Return to David's theory of evolution and theodicy (Evolution)

by dhw, Thursday, September 14, 2023, 12:34 (226 days ago) @ David Turell

dhw: I have reproduced your theory. According to you and Raup, only 0.1% of evolution produced us and our food, but you insist that your God specially designed the other irrelevant 99.9% and you don’t know why. In other words, if you study your God’s works, telelology makes the 99.9% incomprehensible! However, when I offer you different purposes for his works, you refuse to “entertain” them.

DAVID: The 99.9% loss came from God's evolution producing an evolved Earth with its current huge bush of life which is our food supply. See Privileged Plant entry today.

That does not explain why your God “had to” or “chose to” design 99.9% of species irrelevant to his purpose.

DAVID: Answered many times before: God chose to evolve us. It was the method He felt He had to use as best available.

So he could have used other methods, e.g. he could have designed us plus food directly instead of designing 99.9 species that had no connection with us plus food, but for reasons which make no sense to you or me, he felt he "had to" design them and then lose them (apparently relying on luck to get rid of them).

DAVID: Those words in our language have meanings to us. God is in our imagination as a pure state of being and our words are insufficient to describe Him.

dhw: I presume you know what you mean when you say your God is “selfless”. What did you mean when you said you were sure he “enjoyed” creating and was “interested” in his creations?

DAVID: Just that!!! Our words applied to God allegorically.

Enjoy means to gain pleasure from something. Do you or do you not think your God gains pleasure from creating?

Reading God’s nature (Feser)

QUOTE: the skeptic can no more pretend that his position is neutral about them than the theist can.

An excellent insight which forms the very basis of agnosticism.

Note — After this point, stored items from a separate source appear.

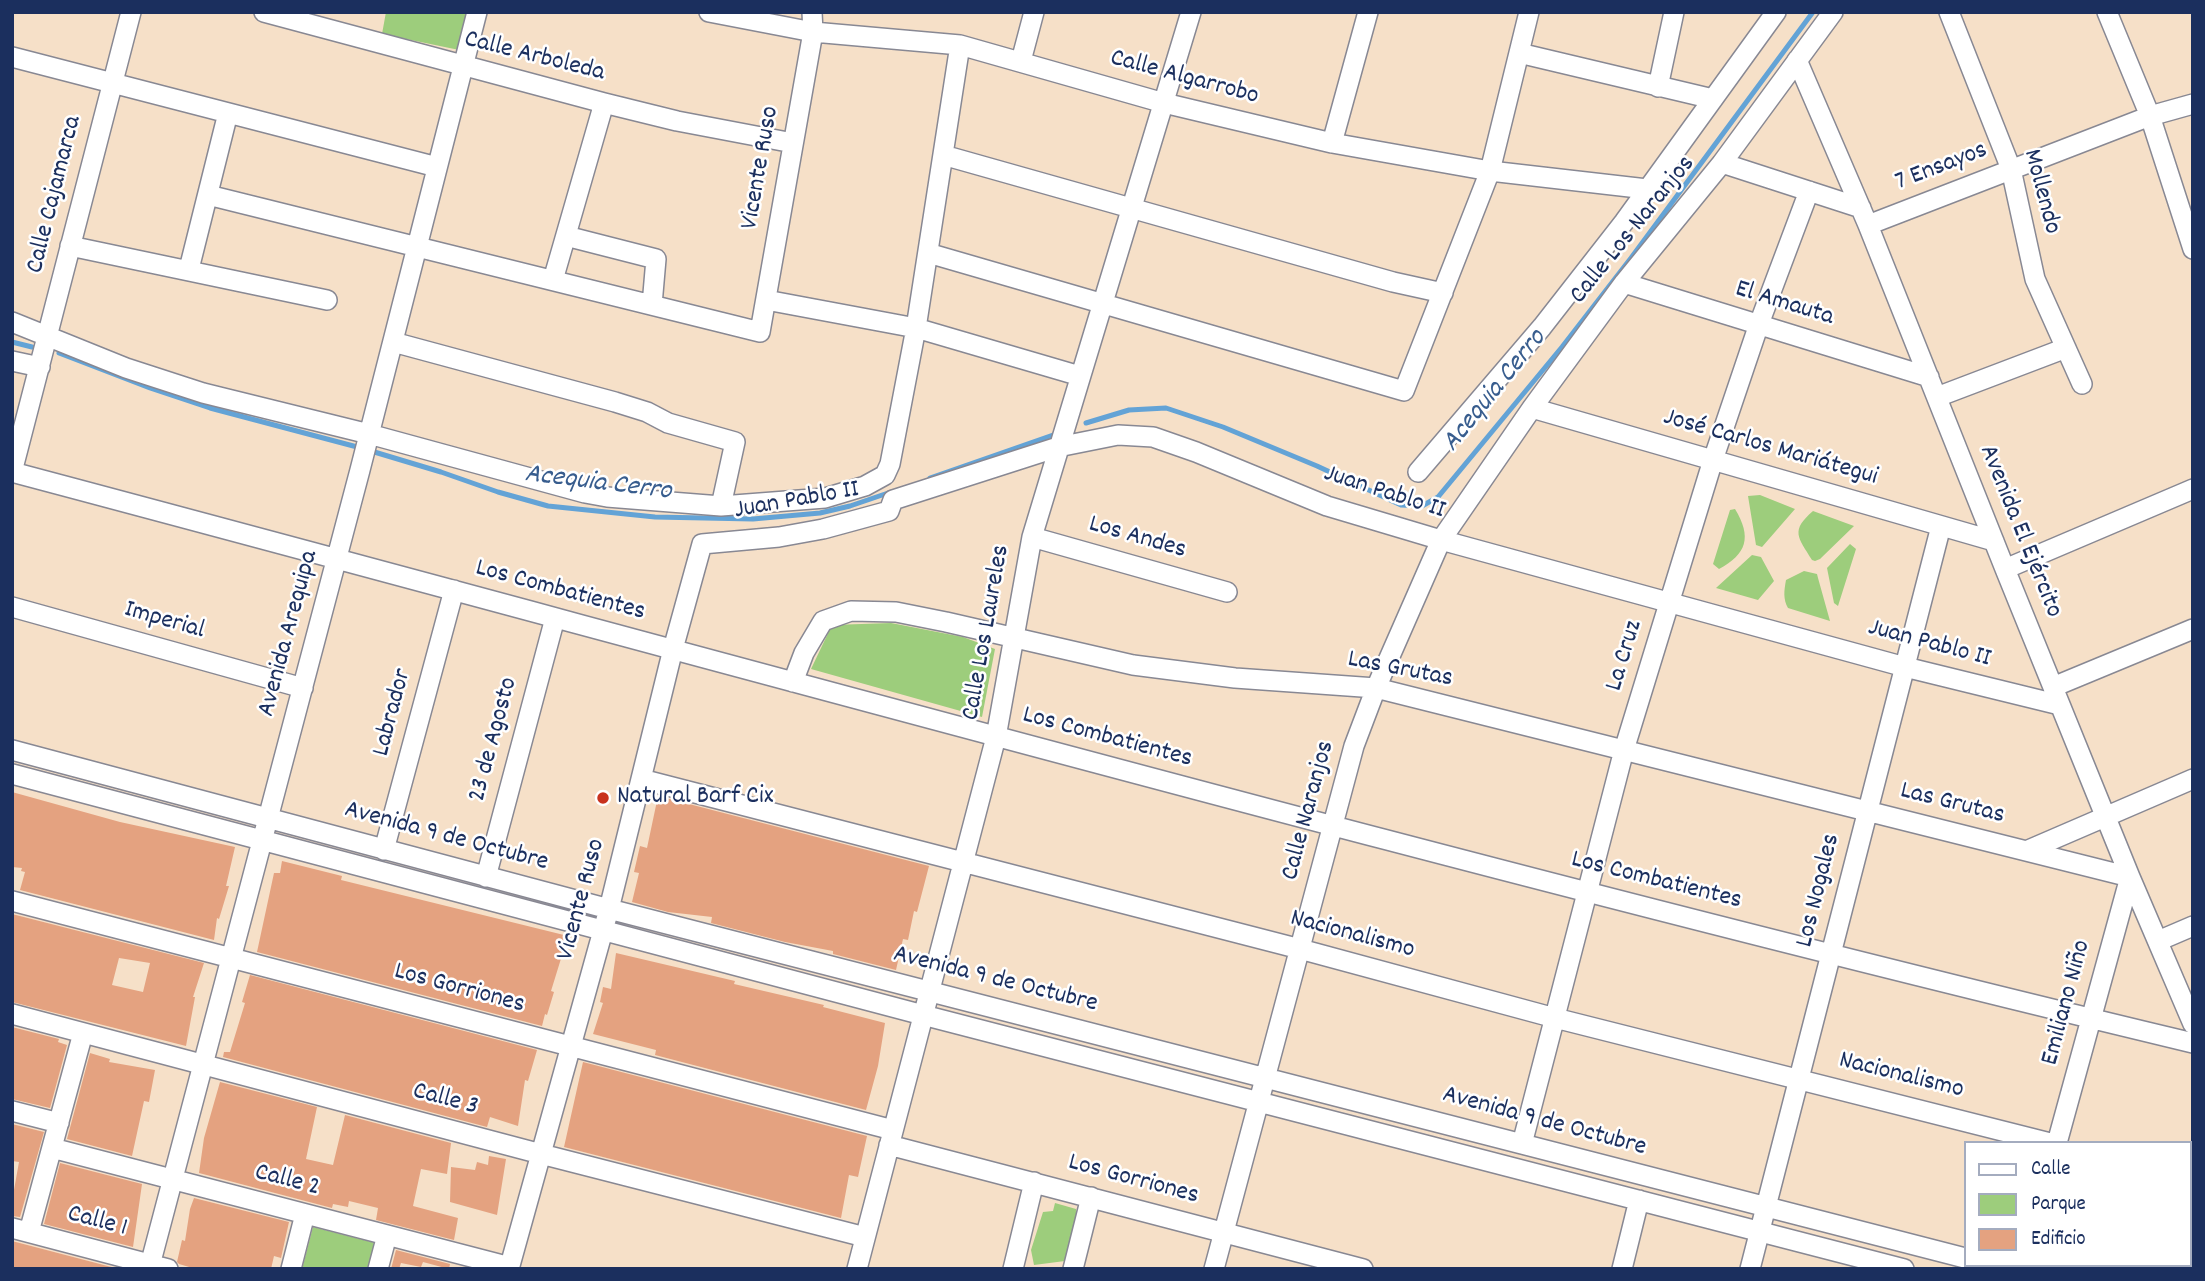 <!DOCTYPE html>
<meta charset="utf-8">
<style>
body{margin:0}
#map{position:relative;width:2205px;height:1281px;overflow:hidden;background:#f6e0c8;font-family:Dekko,sans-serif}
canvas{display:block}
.frame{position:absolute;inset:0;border:14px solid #1b2f5e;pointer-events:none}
.legend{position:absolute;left:1964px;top:1141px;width:228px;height:126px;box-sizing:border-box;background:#fff;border:2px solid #a4acbf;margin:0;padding:9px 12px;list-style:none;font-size:21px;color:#1b2f5e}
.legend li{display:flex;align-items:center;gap:14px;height:35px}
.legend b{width:35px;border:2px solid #a4acbf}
</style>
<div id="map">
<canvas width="2205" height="1281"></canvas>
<div class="frame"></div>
<ul class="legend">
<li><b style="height:9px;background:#fff"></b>Calle</li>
<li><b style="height:19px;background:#9dcd7c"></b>Parque</li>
<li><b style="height:19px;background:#e4a280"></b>Edificio</li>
</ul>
</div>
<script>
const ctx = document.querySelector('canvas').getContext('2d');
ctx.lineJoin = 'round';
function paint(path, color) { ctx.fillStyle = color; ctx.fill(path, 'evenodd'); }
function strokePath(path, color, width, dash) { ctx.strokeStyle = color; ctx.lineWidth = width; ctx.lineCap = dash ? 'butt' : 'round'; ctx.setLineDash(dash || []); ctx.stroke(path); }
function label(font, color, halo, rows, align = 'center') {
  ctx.font = font + ' Dekko,sans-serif'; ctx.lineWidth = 5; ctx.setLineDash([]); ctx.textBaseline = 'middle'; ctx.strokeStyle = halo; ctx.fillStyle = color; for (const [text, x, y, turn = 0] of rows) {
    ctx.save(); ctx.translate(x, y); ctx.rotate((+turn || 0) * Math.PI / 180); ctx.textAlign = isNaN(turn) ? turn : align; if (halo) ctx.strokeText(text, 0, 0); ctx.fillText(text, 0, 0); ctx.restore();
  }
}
paint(new Path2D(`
 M386,12H473L464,51L382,34Z
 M1760,495L1795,509L1762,547L1756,545L1748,496Z
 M1735,509C1752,537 1747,554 1719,569L1713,564L1730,510Z
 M1813,511L1854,526L1820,559L1815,561L1812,560C1798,537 1790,531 1813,511Z
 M1850,544L1856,549L1838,606L1834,603L1827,568Z
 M1752,555L1761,557L1774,581L1758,600L1716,588Z
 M1804,571L1817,574L1818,578L1830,621L1788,608C1783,599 1784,591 1786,580Z
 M891,623L963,637L995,649L982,717L811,669L832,625Z
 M1055,1203L1076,1209L1077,1214L1065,1261L1034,1265L1031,1250L1043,1212L1053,1211Z
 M313,1227L379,1244L372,1269H302Z`), '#9dcd7c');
strokePath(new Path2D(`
 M12,342L32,347
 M59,353L150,388L210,408L361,448L441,472L498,492L548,506L655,517L753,519L820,513L850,506L891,492
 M1086,423L1129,410L1166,408L1223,427L1317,466L1401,505L1422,506L1438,497L1562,347L1631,258L1813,12
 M930,478L1056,434`), '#63a3d6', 5);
paint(new Path2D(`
 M12,792L120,822L235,847L226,886H229L219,919L217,918L214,940L20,890L25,872L21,871L22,868L12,867Z
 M658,796L929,866L917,912L914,911L908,940L903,939L896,970L833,954V951L785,942L711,923L712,917L668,912L632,902L639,873L634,872L640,846L647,848Z
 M282,861L342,876L341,880L568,936L551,991L554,992L547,1015L545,1014L542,1026L257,952L274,873H280Z
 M12,914L204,963L193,997H195L186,1046L12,1002ZM119,958L150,963L143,992L112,985Z
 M616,953L735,981L734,984L824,1005L823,1007L885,1023L878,1066L866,1110L655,1055L656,1050L593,1034L603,1003L600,1002L603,987L611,989Z
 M250,975L537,1050L528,1081L525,1080L518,1126L490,1117L487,1127L223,1057L224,1052H230L245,1003L242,1002Z
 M12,1027L59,1039L58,1042L67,1045L50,1108L12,1099Z
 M90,1053L110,1059L109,1062L155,1070L149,1102L144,1101L132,1156L67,1139Z
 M583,1062L867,1136L858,1177L849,1175L841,1218L564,1147Z
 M220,1082L317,1107L306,1159L333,1165L345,1115L451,1143L447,1174L421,1169L413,1206L458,1218L454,1240L376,1220L378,1208L349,1201L348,1207L333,1204L332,1208L199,1173L204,1138Z
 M12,1124L44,1132L20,1217L12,1216V1201L19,1162L12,1161Z
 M489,1156L506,1159L497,1215L450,1202L451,1167L475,1170L477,1162L488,1165Z
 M60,1163L142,1184L133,1247L44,1224Z
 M194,1198L289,1222L281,1258L274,1256L271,1269H196L179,1264L177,1262L182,1240L185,1241L190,1209Z
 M12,1241L119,1269H12Z
 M396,1250L450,1264L449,1269L423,1262L421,1267L401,1263L399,1269H391Z`), '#e4a280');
const minor = new Path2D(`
 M264,12L604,103L677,121L793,143
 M709,12L813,32L960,45L1164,103L1332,143L1490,171L1647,189
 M1949,12L2011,169L2035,279L2082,384
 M2107,12L2150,116L2193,249
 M1519,53L1713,99
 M12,57L437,167
 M1797,60L1868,225L2005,569L2130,877L2193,1024
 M1021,61L1034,12
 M1658,87L1674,12
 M1332,143L1368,12
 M943,155L1393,282L1443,293
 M1722,163L1861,208
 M208,195L760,332L813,32L812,12
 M1868,225L2150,116L2193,104
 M566,236L656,259L652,305
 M70,246L327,300
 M928,253L1404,391L1490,171L1529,12
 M189,269L228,113
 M553,280L604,103
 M1624,283L1929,377
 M766,300L916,328L1080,376
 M12,322L126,368L203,393L369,434L585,493L607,497L721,506L825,498L865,486L885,475L890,464L916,328L960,45
 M393,342L615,402L647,412L668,423L735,442L721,506
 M12,361L40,367
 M1937,397L2066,348
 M1532,408L1994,541
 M12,472C738,665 1462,868 2193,1043
 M12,472L131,12
 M1418,472L1542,327L1624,222L1776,12
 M1032,537L1227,592
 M2005,569L2193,489
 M12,607L303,688
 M793,682L804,653L823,621L851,611L896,612L946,622L1133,665L1235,678L1376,688L2130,877L2057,1143
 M2053,687L2193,629
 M12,750L609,909L1965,1258
 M12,774L923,1015L1904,1269
 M641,779L1300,949L1555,1018L2050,1143
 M384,850L454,590
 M2026,851L2193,779
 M486,877L555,618
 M12,901L893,1130
 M2158,941L2193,926
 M12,1014L541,1154L865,1237
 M12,1111L59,1123
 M1522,1144L1624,750L1713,460L1759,324L1809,191
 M889,1145L1363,1269
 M52,1148L510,1267
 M2189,1182L2193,1183
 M12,1228L168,1269
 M29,1232L83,1033
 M1995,1265L2009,1269
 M149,1269L360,470L477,12
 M291,1269L305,1214
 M378,1269L387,1235
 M509,1269L609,909L673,649L702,544L779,537L823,529L889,511L893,500L1058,447L1118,435L1153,437L1196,452L1327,506L1441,540L1905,667L2060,705
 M857,1269L996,737L1032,537L1191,12
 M1013,1269L1034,1182
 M1073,1269L1091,1197
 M1214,1269L1354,746L1376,688L1441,540L1532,408L1624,283L1722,163L1833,12
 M1622,1269L1639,1200
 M1750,1269L1941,526`);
strokePath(minor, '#888893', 22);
strokePath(minor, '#fff', 19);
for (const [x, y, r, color] of [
 [603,798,7,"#c8321e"]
]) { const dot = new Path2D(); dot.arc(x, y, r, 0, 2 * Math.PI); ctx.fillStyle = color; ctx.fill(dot); strokePath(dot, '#fff', 2.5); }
label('26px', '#1b2f5e', '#fff', [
 ["Calle Arboleda",534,58,14],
 ["Calle Algarrobo",1184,79,15],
 ["Vicente Ruso",762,168,-80],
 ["7 Ensayos",1942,168,-21],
 ["Mollendo",2040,192,75],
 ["Calle Cajamarca",56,195,-76],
 ["Calle Los Naranjos",1634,231,-51],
 ["El Amauta",1784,305,17],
 ["José Carlos Mariátegui",1770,449,16],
 ["Juan Pablo II",1384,494,18],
 ["Juan Pablo II",797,502,-10],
 ["Avenida El Ejército",2019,532,68],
 ["Los Andes",1137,539,16],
 ["Los Combatientes",560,592,15],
 ["Imperial",164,622,16],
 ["Calle Los Laureles",988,633,-80],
 ["Avenida Arequipa",290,634,-75],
 ["Juan Pablo II",1929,645,15],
 ["La Cruz",1626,656,-73],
 ["Las Grutas",1400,671,11],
 ["Labrador",394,713,-75],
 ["Los Combatientes",1107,739,15],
 ["23 de Agosto",495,740,-75],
 ["Las Grutas",1952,805,14],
 ["Calle Naranjos",1310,811,-75],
 ["Avenida 9 de Octubre",446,838,15],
 ["Los Combatientes",1656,882,14],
 ["Los Nogales",1820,891,-76],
 ["Vicente Ruso",583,900,-75],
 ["Nacionalismo",1352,936,15],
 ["Avenida 9 de Octubre",995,981,14],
 ["Los Gorriones",459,990,15],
 ["Emiliano Niño",2068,1003,-75],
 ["Nacionalismo",1901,1077,14],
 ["Calle 3",445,1101,15],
 ["Avenida 9 de Octubre",1544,1123,15],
 ["Los Gorriones",1133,1181,15],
 ["Calle 2",287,1182,15],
 ["Calle 1",97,1223,15]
]);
label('26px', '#1b2f5e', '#fff', [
 ["Natural Barf Cix",617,798]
], 'left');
label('italic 28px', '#385d8e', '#fff', [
 ["Acequia Cerro",1496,392,-51],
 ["Acequia Cerro",598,485,7]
]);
</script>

DAVID: note the comment about analogical use of words when describing God. I could use metaphorical in that same sense. I have used allegorical in the sense of hidden meaning. Adler tells us any definition of 'God' is extremely difficult to achieve. So we know what words mean in our level of existence, but we really do not know how they apply to God and His personality.

We don’t even know if God exists, let alone what attributes he does or doesn’t have. However, WE know what we mean when we use terms like enjoy, interested, all-powerful, all-good, all-knowing, and if you don’t think they mean what you think they mean, you should stop using them altogether. (More on Feser in the next post.)

Evolution and theodicy

dhw:Theodicy is not concerned with statistics, and cancer is only one of countless diseases and other “evils” such as war, murder, rape, famine, flood…The question you are so desperate to dodge with your statistics is why/how an all-good God could create a system resulting in evil. The comparative rarity of cancer does not answer the question, so please stop dodging!

DAVID: "War, rape, and famine" are the result of evil humans, not God. The flood deaths in Libya from storm Dan are due to storm surge and a broken dam. All due to human error. Our warning systems here always prevent such a mess. None of this is God's fault.

As regards environmental catastrophes, you have never managed to sort out whether you think your God is responsible or not. (I’m not thinking of those caused by human error. There were environmental catastrophes long before sapiens came on the scene.) And of course humans cause the evils of war, murder and rape. But your God knew they would when, according to you, he gave them free will. So once again, how can all-knowing God deliberately create a system which he knows will result in evil and yet be all-good?

DAVID(transferred from “microbiome”): I've given you the current answers.

dhw: You’ve given me the following answers: 1) evil is such a minor matter that we don’t need to discuss it; 2) Your all-knowing God “had to” or “chose to” (you keep switching) design a system which he knew in advance would result in all the forms of evil we know, and he is all-good but actually wants to create evil because if he created an Eden, humans wouldn’t be able to invent “something else”.

DAVID: The bold is nonsense. Evil is a byproduct of God's works.

The bold refers to your statement that “an idealistic Eden would not push us to invent something else”. Again: If your God deliberately created a system which he knew would lead to evil, how can he be all-good? And why do you use such a term if it doesn’t mean what you mean but is “allegorical!” or “analogous” or “metaphorical”? And if your God is all-powerful, why do you think he "had to" design something he didn't want to design?